April 26, 2014 10:42:17 PM
Lynn Spruill -
As of Tuesday evening, the City of Starkville has now hired its new Community Development Director. I commend the Board of Aldermen for using an improved process. The basic concept was first imperfectly tried in the previous administration. Back in early 2013 when the former Board of Aldermen set interviews for that same position, the format was very loose. It was just an untested thought about having the candidates meet with some of the "stakeholders" in the community.
I didn't think it was a useful exercise and it didn't seem to provide any meaningful return on the investment in time. I was wrong, at least in part. It proved useful because it provided a road map to the much more productive process that emerged on Tuesday. I think we can improve on the process even further with just another small, reasonably priced tweak.
The initial interviews were not well organized or executed.
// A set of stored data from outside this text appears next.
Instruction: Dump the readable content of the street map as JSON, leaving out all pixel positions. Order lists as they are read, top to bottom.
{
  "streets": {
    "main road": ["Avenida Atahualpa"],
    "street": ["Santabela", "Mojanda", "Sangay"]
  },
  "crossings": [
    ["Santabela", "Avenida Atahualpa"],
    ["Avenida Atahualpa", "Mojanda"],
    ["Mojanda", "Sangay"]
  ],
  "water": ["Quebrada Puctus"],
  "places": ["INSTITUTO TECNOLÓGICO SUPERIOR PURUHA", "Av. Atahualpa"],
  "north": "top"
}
It was just a few interested people meeting with a couple of the candidates without the benefit of background information or a formal way to give feedback. I don't think the feedback every really got past the stage of whispering impressions over a Restaurant Tyler blue plate lunch special.
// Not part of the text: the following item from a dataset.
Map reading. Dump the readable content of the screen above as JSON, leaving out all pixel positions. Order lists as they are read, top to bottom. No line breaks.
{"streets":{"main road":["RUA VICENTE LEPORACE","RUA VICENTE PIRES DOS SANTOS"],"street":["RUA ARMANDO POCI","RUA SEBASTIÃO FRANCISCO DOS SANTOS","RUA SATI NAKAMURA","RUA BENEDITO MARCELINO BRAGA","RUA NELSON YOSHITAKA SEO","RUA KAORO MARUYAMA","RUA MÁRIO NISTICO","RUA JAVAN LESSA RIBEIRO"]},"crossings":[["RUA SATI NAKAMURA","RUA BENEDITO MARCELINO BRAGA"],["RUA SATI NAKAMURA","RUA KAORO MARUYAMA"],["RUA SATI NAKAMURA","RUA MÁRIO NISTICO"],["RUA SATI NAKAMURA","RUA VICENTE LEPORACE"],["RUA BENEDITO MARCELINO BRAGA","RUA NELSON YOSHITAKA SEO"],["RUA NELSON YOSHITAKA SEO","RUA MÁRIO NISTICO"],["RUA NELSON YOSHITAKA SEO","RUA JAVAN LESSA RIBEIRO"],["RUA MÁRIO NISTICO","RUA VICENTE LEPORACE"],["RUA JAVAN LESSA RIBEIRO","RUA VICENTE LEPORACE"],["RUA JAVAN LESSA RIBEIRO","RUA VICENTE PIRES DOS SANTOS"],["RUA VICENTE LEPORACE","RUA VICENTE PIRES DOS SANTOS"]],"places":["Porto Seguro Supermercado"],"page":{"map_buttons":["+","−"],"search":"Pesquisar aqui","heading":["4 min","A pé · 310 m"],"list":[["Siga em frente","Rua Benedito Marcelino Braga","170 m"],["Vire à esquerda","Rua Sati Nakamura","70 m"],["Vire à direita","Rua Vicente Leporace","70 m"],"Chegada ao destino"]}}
I am getting ahead of myself. First qualifier: I am operating under the assumption that the selection process is intended to find the absolute best candidate possible. That said, the small tweak I have in mind is the use of a professional search agency. There are firms out there who specialize in finding the right fit for a public entity. That doesn't guarantee success, but it does mightily improve the chances. It admittedly costs a bit of money, but coming as close as humanly possible to getting it right the first time is worth the cost. Failure clearly costs much more than the search fee.
The Starkville School District used a professional search firm to locate its new superintendent. That has been a success all around. Apparently Columbus is following suit. If we think enough of the Superintendent position to give it our best shot, why not the positions that run the city. If the Board of Aldermen can spend $20,000 plus on travel it ought to be able to find that much for a search firm to make sure that we have optimum candidates for any of the positions that will be filled going forward.
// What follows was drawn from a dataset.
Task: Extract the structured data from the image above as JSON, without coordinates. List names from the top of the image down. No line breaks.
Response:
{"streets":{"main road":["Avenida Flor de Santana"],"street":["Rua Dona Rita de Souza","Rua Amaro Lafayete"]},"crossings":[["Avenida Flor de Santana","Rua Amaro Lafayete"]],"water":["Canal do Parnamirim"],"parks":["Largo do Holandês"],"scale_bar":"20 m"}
The first step ought to be the use of a selection firm. One of the greatest benefits of using a head hunter is the anonymity of the selection process during the early stages. It is clear that a candidate who might be interested in looking elsewhere doesn't want to compromise his or her current position by being "outed" by the requirements for public disclosure. A search firm would eliminate that deterrent and would allow for the widest source of candidate choices. Once they have gotten through to be a finalist and have to interview, it is fair to expose that to the public, but preliminarily not so.
This time around the citizen part was much improved. That was because the professional, Personnel Director Randy Boyd, put together the paperwork, organized the process and provided the feedback to the Board of Aldermen. The candidates who were on the agenda to interview with the Board at the 5:30 meeting were scheduled to meet earlier with identified groups. The groups were selected by considering who would have an ongoing working relationship with person hired. The process took most of the afternoon, and was probably pretty taxing for the candidates but that isn't such a bad thing.
Based on the minimal time of their deliberation, I don't really believe that this Board took particular note of the feedback, but I do believe that the precedent set by doing this has enormous value. In fact, I would recommend a similarly structured citizen input as part of a 3 step process to any public body having to make these hiring decisions.
The second step should be the use of the citizen stakeholder interviews. As an aside, one of the notable benefits of the additional interviews was the obvious polish that developed as the candidates had the opportunity to think through the questions and their answers. They honed their thoughts and were able to better represent themselves once they got to the final stage of the show.
The final step is the ultimate decision making body. The input received should be informative not interfering. Given the importance of the roles, I would venture to say that the more professional and seasoned input the better.
There will be upcoming vacancies. This process deserves to be replicated throughout the public sector. Let's let the school districts teach us another thing or two and then go them one better with the citizen panels.